Algunos hombres son así, solo les importan el poder y los beneficios, pero cuando crezca, ¡siempre te protegeré!
—Señaló rápidamente consolándola mientras le daba palmaditas suaves en los hombros.
—Gracias, ¿perteneces a la familia real?
—preguntó Su Wei Wei directamente, si él estaba dispuesto a hablar, sería bueno saberlo.
—¡Sí!
Pero no nos reconocieron, y nos echaron a la calle, era un país extranjero y para cuando volvimos a la familia Tang, mi madre murió misteriosamente y falleció.
—Explicó brevemente sin entrar en detalles, pero Su Wei Wei podía entenderlo.
Ya era difícil tener tres niños sola, imagina siendo una mujer soltera echada a la calle en un país extranjero sin nada ni nadie en quien confiar.
—¿Qué tan devastador podría ser eso?
—Ella debió haberse sentido desconsolada al recibir esto del padre de sus hijos y además, tener que vivir con el arrepentimiento de haberse enamorado de él.
Le daba miedo y se preguntaba si todos los hombres eran así.
—¿Y si Huo Shen un día decide desecharla?
—Era lo mismo que ella quería ser independiente, pero ya que era menor de edad, todavía tenía que estar bajo tutela.
Sabía que Huo Shen quería que ella viviera una vida normal como una adolescente, ¡pero tenía miedo!
Miedo de que un día estuviera sola e impotente.
—¿Volverás si ellos quieren que vuelvas?
—Ella no sabía qué elegirían hacer, todavía eran niños pero respetaría sus decisiones.
—¡No!, no, no…
—Sacudió la cabeza enérgicamente, no volvería allí pase lo que pase.
Si no hubieran sido maltratados allí, no tendrían problemas de habla, estaban más traumatizados en el Castillo que en la familia Tang.
Aunque literalmente se convirtieron en sirvientes de los niños reales, siempre torturados e insultados, siempre les recordaban lo inferiores que eran por haber nacido mestizos, incluso si eran sirvientes en la familia Tang, era mejor que ir al Castillo, no tenían intención de volver allí en ningún momento cercano.
—Está bien, hablaré con Huo Shen para ver si podemos adoptar a los tres y una vez que cumplan veintidós años, podrán elegir qué hacer…
—Decidió protegerlos y cuidarlos hasta que alcanzaran la edad legal para valerse por sí mismos.
—Gracias, hermana…
—respondió firmando, sonriendo cálidamente a ella mientras la abrazaba tratando de compartir consuelo.

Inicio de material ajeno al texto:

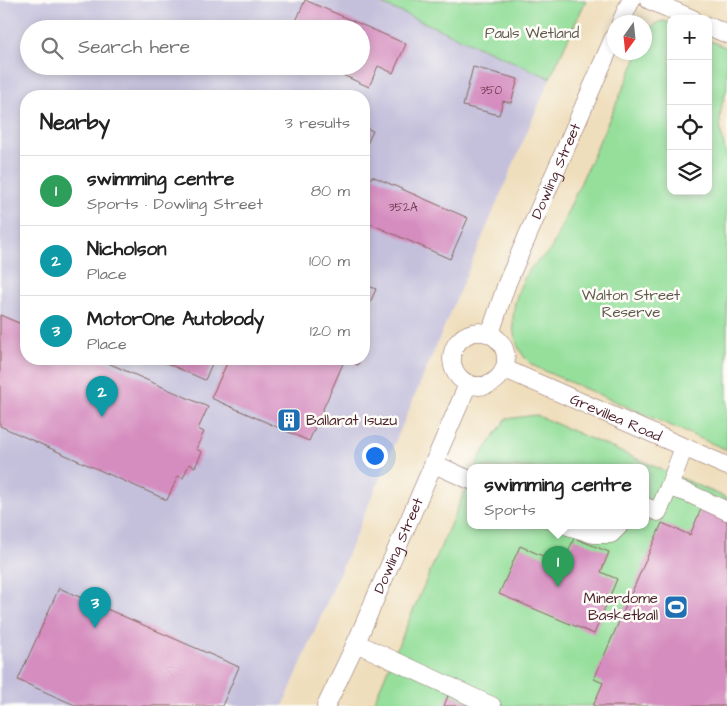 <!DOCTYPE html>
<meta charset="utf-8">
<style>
:root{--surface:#fff;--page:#f2f2f2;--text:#222;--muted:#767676;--line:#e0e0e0;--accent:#d93025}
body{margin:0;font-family:"Architects Daughter",sans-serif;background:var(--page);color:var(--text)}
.controls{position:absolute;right:15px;top:15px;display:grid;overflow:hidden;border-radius:10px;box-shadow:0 2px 8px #0003}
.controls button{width:45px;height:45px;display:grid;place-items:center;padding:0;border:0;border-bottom:1px solid var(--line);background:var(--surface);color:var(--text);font:25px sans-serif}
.compass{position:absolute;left:607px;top:15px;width:45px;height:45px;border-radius:50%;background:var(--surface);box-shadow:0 2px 8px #0003;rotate:195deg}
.you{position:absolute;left:374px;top:455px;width:18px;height:18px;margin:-12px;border:4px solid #fff;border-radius:50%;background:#1a73e8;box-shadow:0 0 0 8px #1a73e833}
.badge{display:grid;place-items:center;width:32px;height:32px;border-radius:50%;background:var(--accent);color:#fff;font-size:16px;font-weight:700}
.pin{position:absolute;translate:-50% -41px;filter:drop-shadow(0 1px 2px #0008)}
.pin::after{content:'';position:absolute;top:26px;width:18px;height:15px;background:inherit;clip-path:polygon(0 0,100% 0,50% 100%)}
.popup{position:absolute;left:467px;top:464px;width:182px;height:65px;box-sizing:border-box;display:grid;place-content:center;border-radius:10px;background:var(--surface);filter:drop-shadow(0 1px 4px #0005);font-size:16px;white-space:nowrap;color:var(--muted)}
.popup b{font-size:19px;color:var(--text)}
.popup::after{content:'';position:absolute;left:50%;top:100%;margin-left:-10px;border:10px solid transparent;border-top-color:var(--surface)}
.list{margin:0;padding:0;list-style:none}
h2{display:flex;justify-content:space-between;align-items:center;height:65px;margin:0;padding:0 20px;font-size:21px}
h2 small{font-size:16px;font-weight:400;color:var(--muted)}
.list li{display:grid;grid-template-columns:32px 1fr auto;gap:15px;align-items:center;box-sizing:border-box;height:70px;padding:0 20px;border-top:1px solid var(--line)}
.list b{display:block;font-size:19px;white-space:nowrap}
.list p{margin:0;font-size:16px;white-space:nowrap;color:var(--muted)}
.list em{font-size:16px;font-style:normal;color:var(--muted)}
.icon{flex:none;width:28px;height:28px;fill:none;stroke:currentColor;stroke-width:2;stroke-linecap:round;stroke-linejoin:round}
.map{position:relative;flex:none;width:727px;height:706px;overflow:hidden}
.search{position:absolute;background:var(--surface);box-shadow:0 2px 8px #0003;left:20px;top:20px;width:350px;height:55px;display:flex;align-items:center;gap:12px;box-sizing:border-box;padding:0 18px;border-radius:28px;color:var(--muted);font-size:19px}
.panel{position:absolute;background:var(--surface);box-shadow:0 2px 8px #0003;left:20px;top:90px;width:350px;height:275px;border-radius:20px}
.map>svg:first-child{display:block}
</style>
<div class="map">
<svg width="727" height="706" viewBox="0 0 727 706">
<rect width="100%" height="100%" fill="#fdfcf7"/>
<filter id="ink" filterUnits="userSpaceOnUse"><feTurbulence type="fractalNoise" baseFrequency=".02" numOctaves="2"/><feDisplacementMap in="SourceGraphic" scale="10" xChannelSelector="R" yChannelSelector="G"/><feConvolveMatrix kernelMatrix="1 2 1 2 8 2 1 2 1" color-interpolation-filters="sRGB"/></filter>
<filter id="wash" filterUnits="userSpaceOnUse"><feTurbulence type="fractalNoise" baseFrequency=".0096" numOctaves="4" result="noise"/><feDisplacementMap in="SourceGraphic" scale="20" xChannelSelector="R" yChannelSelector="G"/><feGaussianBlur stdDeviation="1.12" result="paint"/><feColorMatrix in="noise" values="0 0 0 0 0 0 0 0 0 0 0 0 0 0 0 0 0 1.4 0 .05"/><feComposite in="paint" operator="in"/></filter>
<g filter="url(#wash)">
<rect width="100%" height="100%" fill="#efdebc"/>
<path fill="#c4c0db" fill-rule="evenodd" d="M0,0h373l177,78 -267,628h-283zM29,29h332v37h-332zM26,96h338v263h-338z"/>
<g fill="#95df9b" stroke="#707f63">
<polygon points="373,0 586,0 550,78"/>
<path d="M664,21l7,3v167h37v-151l19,8v41l-5,14 -2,15 1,15 6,26v291l-185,-80c-6,-3 -12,-6 -16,-11 -22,-25 -13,-68 5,-91 6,-8 15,-12 20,-19l88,-196 5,-1c0,-14 3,-29 20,-31z"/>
<polygon points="536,415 727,498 727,706 372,706 470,479 470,526 646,526 646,468 475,468 480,457 506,419"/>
</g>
<g id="blocks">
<g fill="#d58dbf">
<polygon points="305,0 406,44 393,73 378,66 369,87 323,66 361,66 361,29 300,29 294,26"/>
<polygon points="473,67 518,79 511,103 503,101 499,115 463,106"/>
<polygon points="364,127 373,131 367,144 364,142"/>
<polygon points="372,176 468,218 450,259 364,221 364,195"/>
<polygon points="364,284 376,289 364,317"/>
<polygon points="0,315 26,326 26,359 99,359 208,407 198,429 204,432 196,449 202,452 195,467 189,464 183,478 178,476 167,500 0,426"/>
<polygon points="157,359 214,359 205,380"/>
<polygon points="229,359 360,359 358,365 345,359 309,441 211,398"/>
<polygon points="703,504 727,515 727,706 593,706 603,683 594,679 662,523 690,535"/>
<polygon points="574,538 609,552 601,572 617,579 594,634 499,594 520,546 563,565"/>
<polygon points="59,588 239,667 222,706 77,706 18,680"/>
<polygon points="449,693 478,706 444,706"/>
</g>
</g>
</g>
<g filter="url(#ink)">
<use href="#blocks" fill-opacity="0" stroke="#84625e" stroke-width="1"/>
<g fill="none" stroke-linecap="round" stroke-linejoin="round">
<g stroke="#84625e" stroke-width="19">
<g id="minor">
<polyline points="649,0 693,19"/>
<polyline points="621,22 631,0"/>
<polyline points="708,26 727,34"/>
<circle cx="479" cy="359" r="27"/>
<path id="s1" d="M490,334l17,-51 107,-246"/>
<path id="s2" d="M505,369l222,97"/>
<polyline points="434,464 470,480"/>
<polyline points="669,487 684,447"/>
<polyline points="646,507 658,512 669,487 688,493 727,511"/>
<polyline points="568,526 593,534 611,534 619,526"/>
<polyline points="356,643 492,706"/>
<path id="s3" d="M326,706l30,-63 112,-259"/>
</g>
</g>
<use href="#minor" stroke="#fff" stroke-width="18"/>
</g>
</g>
<defs>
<g id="building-square" transform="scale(1.25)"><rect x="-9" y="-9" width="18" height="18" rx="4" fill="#1f6fb2" stroke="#fdfcf7"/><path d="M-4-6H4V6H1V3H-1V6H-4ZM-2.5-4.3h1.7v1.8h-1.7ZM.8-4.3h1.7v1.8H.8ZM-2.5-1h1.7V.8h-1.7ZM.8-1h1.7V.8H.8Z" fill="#fff"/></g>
<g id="stadium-square" transform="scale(1.25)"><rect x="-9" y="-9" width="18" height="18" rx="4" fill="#1f6fb2" stroke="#fdfcf7"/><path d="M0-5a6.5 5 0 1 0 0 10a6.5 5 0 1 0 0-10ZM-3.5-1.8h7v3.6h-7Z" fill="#fff"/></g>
</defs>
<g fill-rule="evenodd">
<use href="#building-square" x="289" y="420"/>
<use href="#stadium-square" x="676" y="607"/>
</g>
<g text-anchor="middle" stroke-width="5" stroke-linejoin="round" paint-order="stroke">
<g font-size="12" fill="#6d3a50">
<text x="491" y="94">350</text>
<text x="403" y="211">352A</text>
</g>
<g font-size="15" fill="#60594d" stroke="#fdfcf7">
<text x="532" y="38">Pauls Wetland</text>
<text x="631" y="300">Walton Street<tspan x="631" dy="17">Reserve</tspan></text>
</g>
<g font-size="15" fill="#4a1f2b" stroke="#fdfcf7">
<text dy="5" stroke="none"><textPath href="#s1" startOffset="176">Dowling Street</textPath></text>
<text dy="5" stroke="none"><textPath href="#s2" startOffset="121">Grevillea Road</textPath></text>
<text dy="5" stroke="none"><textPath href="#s3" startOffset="176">Dowling Street</textPath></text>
</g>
<g font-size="15" fill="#4a1f2b" stroke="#fdfcf7" text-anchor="start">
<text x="306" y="425">Ballarat Isuzu</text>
<text x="658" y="603" text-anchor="end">Minerdome<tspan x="658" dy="17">Basketball</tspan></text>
</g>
</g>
</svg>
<div class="controls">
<button>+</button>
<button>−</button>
<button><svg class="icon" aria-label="locate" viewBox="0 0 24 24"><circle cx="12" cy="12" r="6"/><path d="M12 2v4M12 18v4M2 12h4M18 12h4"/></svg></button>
<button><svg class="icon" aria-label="layers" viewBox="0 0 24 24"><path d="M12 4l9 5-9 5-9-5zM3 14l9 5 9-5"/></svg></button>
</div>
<svg class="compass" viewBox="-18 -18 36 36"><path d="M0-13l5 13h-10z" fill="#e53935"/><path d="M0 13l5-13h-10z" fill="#767676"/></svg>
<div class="you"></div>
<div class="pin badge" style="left:558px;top:587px;background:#2e9e5b">1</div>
<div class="popup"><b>swimming centre</b>Sports</div>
<div class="pin badge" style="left:102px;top:417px;background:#0f9aa8">2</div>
<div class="pin badge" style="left:95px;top:628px;background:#0f9aa8">3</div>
<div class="search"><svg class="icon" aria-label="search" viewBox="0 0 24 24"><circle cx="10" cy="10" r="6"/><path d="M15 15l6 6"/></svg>Search here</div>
<section class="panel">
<h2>Nearby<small>3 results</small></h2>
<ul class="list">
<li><span class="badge" style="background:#2e9e5b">1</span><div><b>swimming centre</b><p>Sports · Dowling Street</p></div><em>80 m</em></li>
<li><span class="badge" style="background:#0f9aa8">2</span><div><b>Nicholson</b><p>Place</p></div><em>100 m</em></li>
<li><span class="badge" style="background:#0f9aa8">3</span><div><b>MotorOne Autobody</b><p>Place</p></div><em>120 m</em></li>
</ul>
</section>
</div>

Mientras tuvieran un lugar donde dormir y algo que comer, estarían bien.
Sabían que Su Wei Wei siempre podría protegerlos si era necesario.
—Está bien, puedes ir a lavarte la cara y la boca antes de pasar al comedor, allí está la Niñera Wei que te atenderá…
—Le revolvió el cabello suavemente y él se levantó, caminó hacia el lavabo, se lavó la cara, se secó y se enjuagó la boca antes de dejar los aseos.
Cerró la puerta al salir y caminó por el pasillo, recordaba el camino hacia la cocina y el comedor ya que era el mismo que utilizó la noche anterior.
Al llegar a la cocina, pudo ver a Huo Shen.
Sonrió cálidamente a Huo Shen mientras inclinaba su cabeza a un ángulo con los brazos al frente, como la forma de saludar respetuosamente a los mayores.
Huo Shen estiró su mano para tocarle la cabeza pero repentinamente se contuvo, Tang Ying, que había visto eso, se sintió un poco triste pero entendió que tal vez él tenía sus razones.
Pero cuando Huo Shen vio esa carita triste y esos labios protuberantes, extendió la mano y le revolvió suavemente el cabello esperando que no tuviera ninguna reacción.
Él sonrió felizmente antes de señalarle y caminar hacia el comedor, Huo Shen miró sus manos antes de continuar con su desayuno mientras estaba de pie esperando a que Su Wei Wei apareciera.